Gary Freeburg’s talk will be about living and working alone as an artist in the wilderness of Alaska’s volcanic regions: preparation (research), experiences and significance of creating artwork that reflects a post-eruption landscape.
After serving in Vietnam in the U.S. Navy, Freeburg received three degrees in photography: his B.F.A. and M.A. from Minnesota State University at Mankato in 1974 and 1977 and his M.F.A. from the University of Iowa in 1978. He lived and worked in Alaska for twenty-five years and served as a professor of art at the University of Alaska's Kenai Peninsula College, where he directed the art program and served as the curator in the campus art gallery that now bears his name. He is currently a professor of art at James Madison University.

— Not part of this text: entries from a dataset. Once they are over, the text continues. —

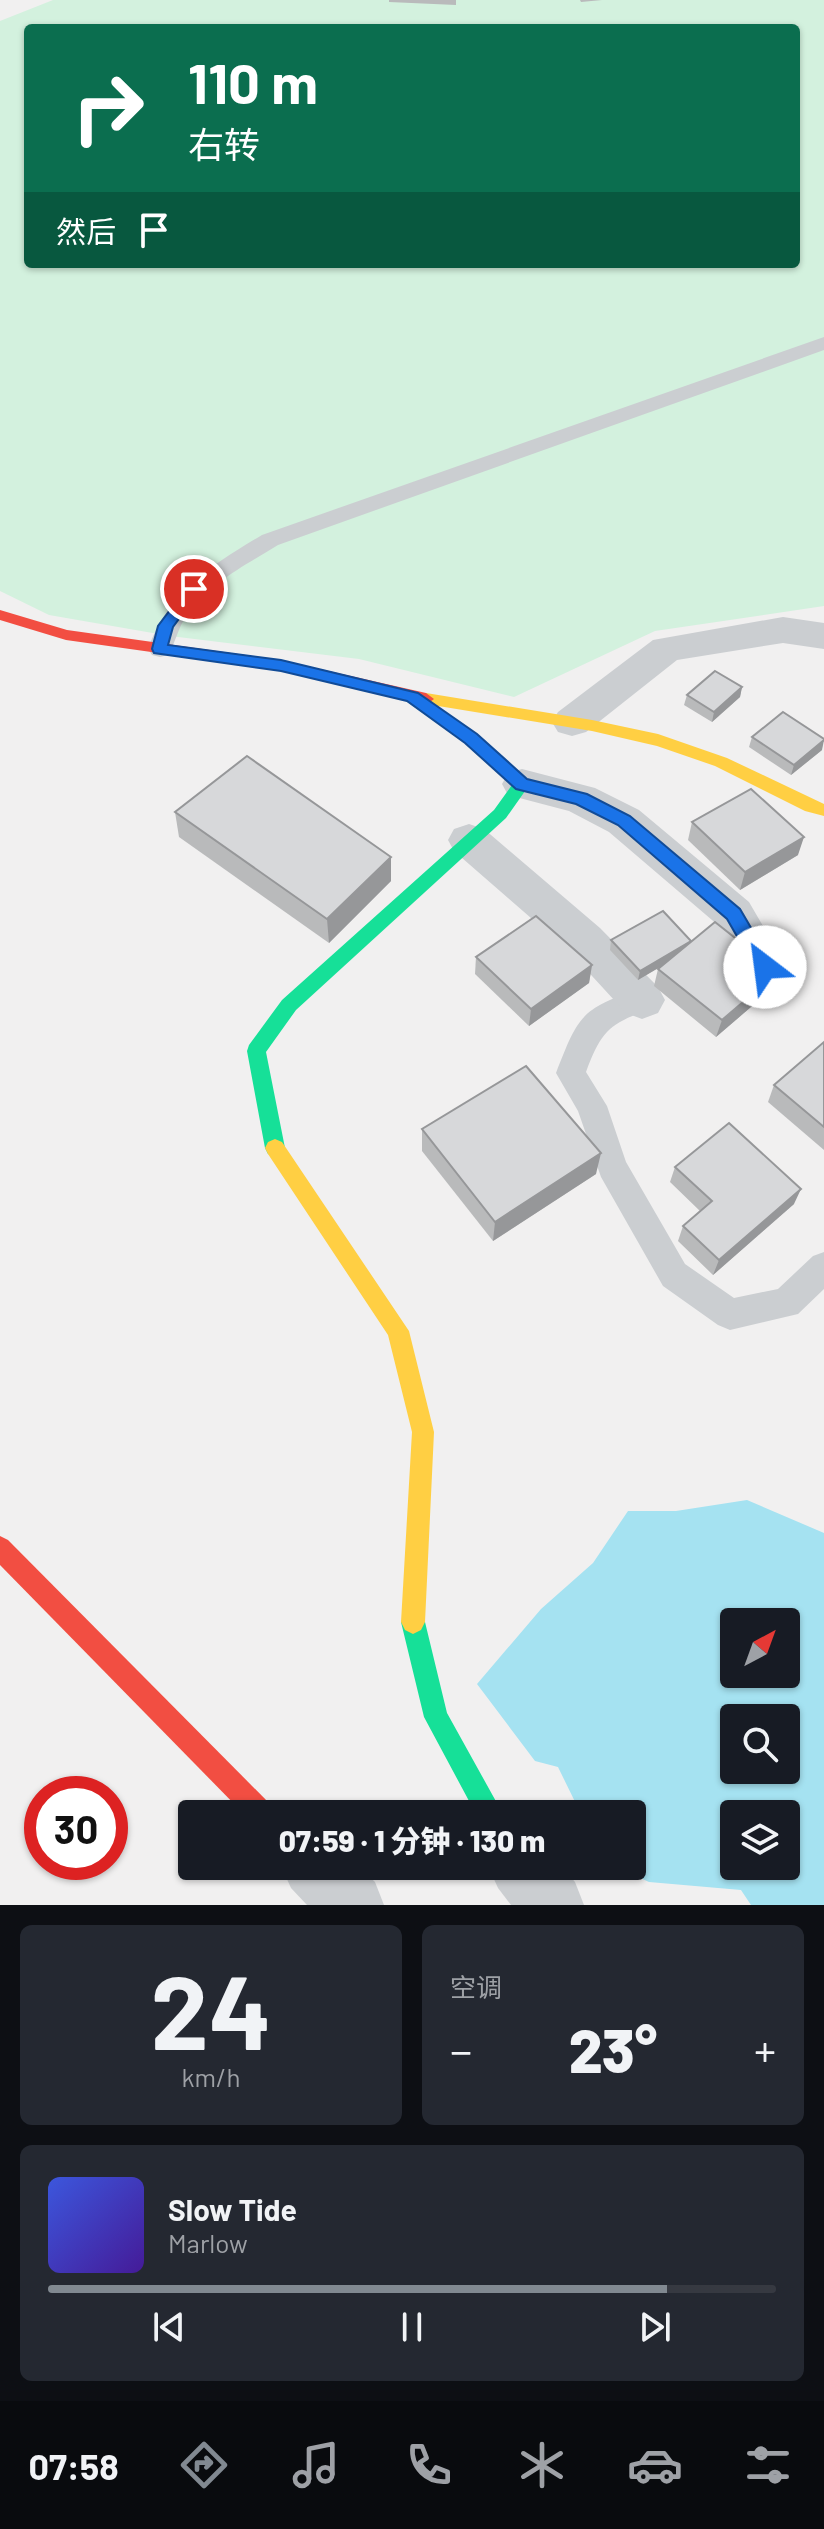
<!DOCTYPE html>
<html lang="zh">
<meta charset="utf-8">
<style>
body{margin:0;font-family:Barlow,"Noto Sans SC",sans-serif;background:#242831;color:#f1f3f6;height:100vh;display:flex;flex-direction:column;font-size:30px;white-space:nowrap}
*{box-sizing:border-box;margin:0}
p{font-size:26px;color:#9ea1a6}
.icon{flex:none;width:44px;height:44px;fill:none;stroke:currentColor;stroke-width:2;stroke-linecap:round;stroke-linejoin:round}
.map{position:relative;height:1905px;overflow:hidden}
.drawer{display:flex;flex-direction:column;gap:20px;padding:20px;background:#0d0f14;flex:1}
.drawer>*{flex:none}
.hud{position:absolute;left:24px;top:24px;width:776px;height:244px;border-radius:8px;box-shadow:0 2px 6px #0004;background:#0b6e4f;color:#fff;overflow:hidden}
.needle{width:52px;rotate:41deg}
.buttons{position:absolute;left:720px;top:1608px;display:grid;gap:16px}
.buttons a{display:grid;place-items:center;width:80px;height:80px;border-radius:8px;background:#171b24;box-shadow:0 2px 6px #0004;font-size:40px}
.speed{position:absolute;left:24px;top:1776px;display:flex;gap:16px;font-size:40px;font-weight:700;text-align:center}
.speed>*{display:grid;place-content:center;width:104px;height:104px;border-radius:50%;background:#171b24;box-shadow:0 2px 6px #0004;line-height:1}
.speed .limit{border:12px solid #d22;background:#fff;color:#111}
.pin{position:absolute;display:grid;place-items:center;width:68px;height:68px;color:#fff;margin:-34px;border:4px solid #fff;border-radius:50%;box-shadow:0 2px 8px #0007}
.me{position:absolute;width:88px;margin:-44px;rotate:330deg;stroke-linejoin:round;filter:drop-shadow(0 0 6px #0008)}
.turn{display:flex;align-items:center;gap:28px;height:168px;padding:0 32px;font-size:36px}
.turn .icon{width:104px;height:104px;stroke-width:2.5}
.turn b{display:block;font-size:56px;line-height:68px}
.then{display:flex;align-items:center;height:76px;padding:0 32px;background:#0003;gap:16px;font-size:30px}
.big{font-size:60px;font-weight:800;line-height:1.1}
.drawer .tile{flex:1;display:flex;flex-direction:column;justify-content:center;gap:12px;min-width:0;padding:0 28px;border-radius:12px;background:#242831}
.drawer .dial{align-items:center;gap:0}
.dial b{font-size:104px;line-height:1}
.song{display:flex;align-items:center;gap:24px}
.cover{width:96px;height:96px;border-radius:12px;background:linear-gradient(135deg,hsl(230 70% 55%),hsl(260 70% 35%))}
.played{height:8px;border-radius:4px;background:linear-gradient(90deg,#818991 85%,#363941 85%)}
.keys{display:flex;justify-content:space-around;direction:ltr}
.heat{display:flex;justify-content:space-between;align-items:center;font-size:44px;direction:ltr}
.drawer .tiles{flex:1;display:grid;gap:20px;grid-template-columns:1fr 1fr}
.tile:last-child{grid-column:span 2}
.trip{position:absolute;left:178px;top:1800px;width:468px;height:80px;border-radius:8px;background:#171b24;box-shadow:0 2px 6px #0004;font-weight:800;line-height:80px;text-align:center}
.tab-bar{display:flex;height:128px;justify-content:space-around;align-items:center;background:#090b0e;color:#9ea1a6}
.tab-bar .icon{width:56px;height:56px}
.tab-bar .on{color:#818991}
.tab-bar b{font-size:36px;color:#f1f3f6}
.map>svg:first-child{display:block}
.green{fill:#d3f1de;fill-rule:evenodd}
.water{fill:#a5e2f1;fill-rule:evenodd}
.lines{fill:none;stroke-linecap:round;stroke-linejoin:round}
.lane{fill:#cbced1;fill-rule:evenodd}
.street{fill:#cbced1;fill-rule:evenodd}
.fast{fill:#16e098;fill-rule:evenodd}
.slow{fill:#ffcf43;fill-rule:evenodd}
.jam{fill:#f24e42;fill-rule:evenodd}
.wall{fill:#b9babb}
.shaded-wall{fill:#969799}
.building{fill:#d7d8da;stroke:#969799;stroke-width:2}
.route{fill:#1a73e8;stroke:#114b97;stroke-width:2}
</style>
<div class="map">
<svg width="824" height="1905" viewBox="0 0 824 1905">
<rect width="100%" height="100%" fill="#f1f0f0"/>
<path class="green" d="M53,0h771v606l-169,25 -141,66 -155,-38 -189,-23 -121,-21 -49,-24v-570zM28,28h768v236h-768z"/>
<path class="water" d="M747,1500l77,33v372h-73l-10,-15 -92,-8 -26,-12 -3,-4h12v-52h-51l-23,-47 -23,-6 -58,-77 64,-75 52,-46 35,-52h48zM734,1622h52v52h-52zM734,1718h52v52h-52zM734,1814h52v52h-52z"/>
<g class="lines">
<g class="lane">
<path d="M824,337v13l-546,195c-32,20 -69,38 -91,70 -9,12 -11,27 -19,40l-8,2 -8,-2 -4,-6c21,-58 64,-84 114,-114z"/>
<path d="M642,988l10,4 4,8 -4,8c-42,16 -50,21 -66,64l21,34 19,56 59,102 49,34 44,-9 35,-33 11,-4v37l-26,25 -68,16 -12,-5 -55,-39 -62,-109 -23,-66 -22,-38c23,-59 25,-64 86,-85z"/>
</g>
<g class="street">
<polygon points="783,617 824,623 824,649 783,643 677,660 586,732 572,736 558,732 552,722 558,712 653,640"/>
<polygon points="522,769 595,788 639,810 749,902 787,967 781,980 765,985 749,980 719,926 609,832 569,811 508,795 502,784 508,773"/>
<polygon points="469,824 484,829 600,928 658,987 665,1000 658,1013 642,1019 626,1013 570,952 454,851 448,840 454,829"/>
<polygon points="281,1866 358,1866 375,1882 384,1905 307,1905 291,1888"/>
<polygon points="488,1866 561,1866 575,1882 584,1905 511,1905 498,1888"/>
</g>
<g class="fast">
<polygon points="412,691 477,735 530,784 506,818 296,1010 266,1052 285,1148 282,1154 275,1157 268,1154 265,1148 247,1051 249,1045 282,1000 494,810 512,785 465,743 406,701 404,697"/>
<polygon points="413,1610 421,1614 425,1622 447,1713 503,1814 476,1814 424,1717 401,1622 405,1614"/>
</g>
<g class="slow">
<polygon points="426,693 592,720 658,734 727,758 824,804 824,816 805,811 715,766 657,746 592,731 420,703 418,699"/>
<polygon points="275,1139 282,1142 409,1331 434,1432 425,1622 421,1630 413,1634 405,1630 401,1622 412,1432 388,1335 268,1154 265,1148 268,1142"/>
</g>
<g class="jam">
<polygon points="0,610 67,630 280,660 426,693 434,699 426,705 280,670 66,640 0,620"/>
<polygon points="0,1536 8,1540 271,1805 275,1814 244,1814 0,1565"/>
</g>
</g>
<g class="wall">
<polygon points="389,0 456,0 456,5 389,2"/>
<polygon points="580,0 602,0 581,2"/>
<polygon points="742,687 740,697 712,722 684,705 687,695"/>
<polygon points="752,737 822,750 791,775 749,747"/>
<polygon points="175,812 391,881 329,943 179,837"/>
<polygon points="692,822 798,855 740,890 688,840"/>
<polygon points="611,940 691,941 778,972 772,989 716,1037 654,986 658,969 661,966 638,980 610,950"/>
<polygon points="476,957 592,965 589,983 529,1026 475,974"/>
<polygon points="824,1042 824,1150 768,1102 774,1085"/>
<polygon points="422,1129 596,1174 493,1241 422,1151"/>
<polygon points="675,1167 794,1204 713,1275 678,1241 683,1226 700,1211 670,1182"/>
</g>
<g class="shaded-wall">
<polygon points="742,687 740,697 712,722 714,712"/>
<polygon points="824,740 822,750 791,775 794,765"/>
<polygon points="804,837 798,855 740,890 745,872"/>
<polygon points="391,857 391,881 329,943 327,919"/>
<polygon points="691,941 689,950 638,980 640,971"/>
<polygon points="592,965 589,983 529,1026 531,1009"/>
<polygon points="778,972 772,989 716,1037 722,1020"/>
<polygon points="601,1153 596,1174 493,1241 495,1222"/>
<polygon points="801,1189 794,1204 713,1275 719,1260"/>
</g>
<g class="building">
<polygon points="715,671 742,687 714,712 687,695"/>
<polygon points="783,712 824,739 824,740 794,765 752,737"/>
<polygon points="247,756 391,857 327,919 175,812"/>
<polygon points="751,789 804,837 745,872 692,822"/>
<polygon points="663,911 691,941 640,971 611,940"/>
<polygon points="536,916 592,965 531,1009 476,957"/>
<polygon points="715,922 778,972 722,1020 658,969"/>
<polygon points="824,1042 824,1127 774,1085"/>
<polygon points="526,1066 601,1153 495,1222 422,1129"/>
<polygon points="729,1123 801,1189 719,1260 683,1226 712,1201 675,1167"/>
</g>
<polygon class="route" points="194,584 201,589 173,627 168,645 281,660 418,693 477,734 527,779 587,794 630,816 740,909 774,967 771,973 758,973 727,919 618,825 576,804 516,789 465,743 407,701 281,671 154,653 152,649 158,626 189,585"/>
</svg>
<div class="buttons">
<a><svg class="needle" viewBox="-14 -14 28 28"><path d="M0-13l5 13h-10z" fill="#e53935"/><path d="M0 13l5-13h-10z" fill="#9ea1a6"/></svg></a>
<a><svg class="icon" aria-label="search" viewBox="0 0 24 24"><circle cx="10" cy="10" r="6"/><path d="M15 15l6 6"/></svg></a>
<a><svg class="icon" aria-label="layers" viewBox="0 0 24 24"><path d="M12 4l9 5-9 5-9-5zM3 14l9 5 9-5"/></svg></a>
</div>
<div class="speed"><div class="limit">30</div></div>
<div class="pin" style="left:194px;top:589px;background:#d93025"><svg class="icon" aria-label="arrive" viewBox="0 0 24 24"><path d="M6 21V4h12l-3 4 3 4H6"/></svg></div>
<svg class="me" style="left:765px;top:967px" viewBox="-20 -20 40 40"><circle r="19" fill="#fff"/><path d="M0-13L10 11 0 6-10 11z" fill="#1a73e8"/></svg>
<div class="trip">07:59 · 1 分钟 · 130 m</div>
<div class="hud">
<div class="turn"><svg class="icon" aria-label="right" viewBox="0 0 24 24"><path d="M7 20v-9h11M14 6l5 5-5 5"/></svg><div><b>110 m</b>右转</div></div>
<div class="then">然后<svg class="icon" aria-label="arrive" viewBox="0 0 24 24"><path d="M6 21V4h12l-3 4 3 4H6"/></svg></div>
</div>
</div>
<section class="drawer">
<div class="tiles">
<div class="tile dial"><b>24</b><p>km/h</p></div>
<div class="tile"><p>空调</p>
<div class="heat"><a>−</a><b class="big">23°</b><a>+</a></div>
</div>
<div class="tile">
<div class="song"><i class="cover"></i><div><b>Slow Tide</b><p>Marlow</p></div></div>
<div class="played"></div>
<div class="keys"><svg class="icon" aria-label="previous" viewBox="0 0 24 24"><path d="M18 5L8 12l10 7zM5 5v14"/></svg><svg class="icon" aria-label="pause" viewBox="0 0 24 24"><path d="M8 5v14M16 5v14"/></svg><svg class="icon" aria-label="next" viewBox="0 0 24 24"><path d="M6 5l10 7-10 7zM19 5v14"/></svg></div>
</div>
</div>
</section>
<nav class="tab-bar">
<b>07:58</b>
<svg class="icon on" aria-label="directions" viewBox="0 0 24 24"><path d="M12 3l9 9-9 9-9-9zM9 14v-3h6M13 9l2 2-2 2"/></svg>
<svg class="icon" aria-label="music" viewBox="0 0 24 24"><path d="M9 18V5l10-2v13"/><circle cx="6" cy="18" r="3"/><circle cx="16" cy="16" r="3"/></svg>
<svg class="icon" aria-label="phone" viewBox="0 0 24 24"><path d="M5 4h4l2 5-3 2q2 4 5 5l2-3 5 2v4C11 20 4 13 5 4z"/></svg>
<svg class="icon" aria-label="climate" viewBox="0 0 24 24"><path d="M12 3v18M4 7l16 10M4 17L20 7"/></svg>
<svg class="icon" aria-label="car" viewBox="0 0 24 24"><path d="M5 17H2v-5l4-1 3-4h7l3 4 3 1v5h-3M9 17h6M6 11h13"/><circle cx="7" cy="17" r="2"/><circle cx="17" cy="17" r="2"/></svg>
<svg class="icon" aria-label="filters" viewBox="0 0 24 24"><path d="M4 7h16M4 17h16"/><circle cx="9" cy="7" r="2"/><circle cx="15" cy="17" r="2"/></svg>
</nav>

Freeburg has worked with renowned photographers and educators, such as Ansel Adams, Oliver Gagliani, and John Schultz, and his photographs and drawings have been exhibited nationally and in several publications including his recent book, The Valley of 10,000 Smokes: Revisiting the Alaskan Sublime, a publication by George F. Thompson Publishing, 2012.
He was recognized by the Getty Center for Education in the Arts for his art advocacy work in Alaska and Washington, DC. A documentary film by George C. Johnson, An Artist's Journey to the Valley of Ten Thousand Smokes: The Photography of Gary Freeburg, serves as a capstone to Freeburg's photographic work in the wilderness of Alaska.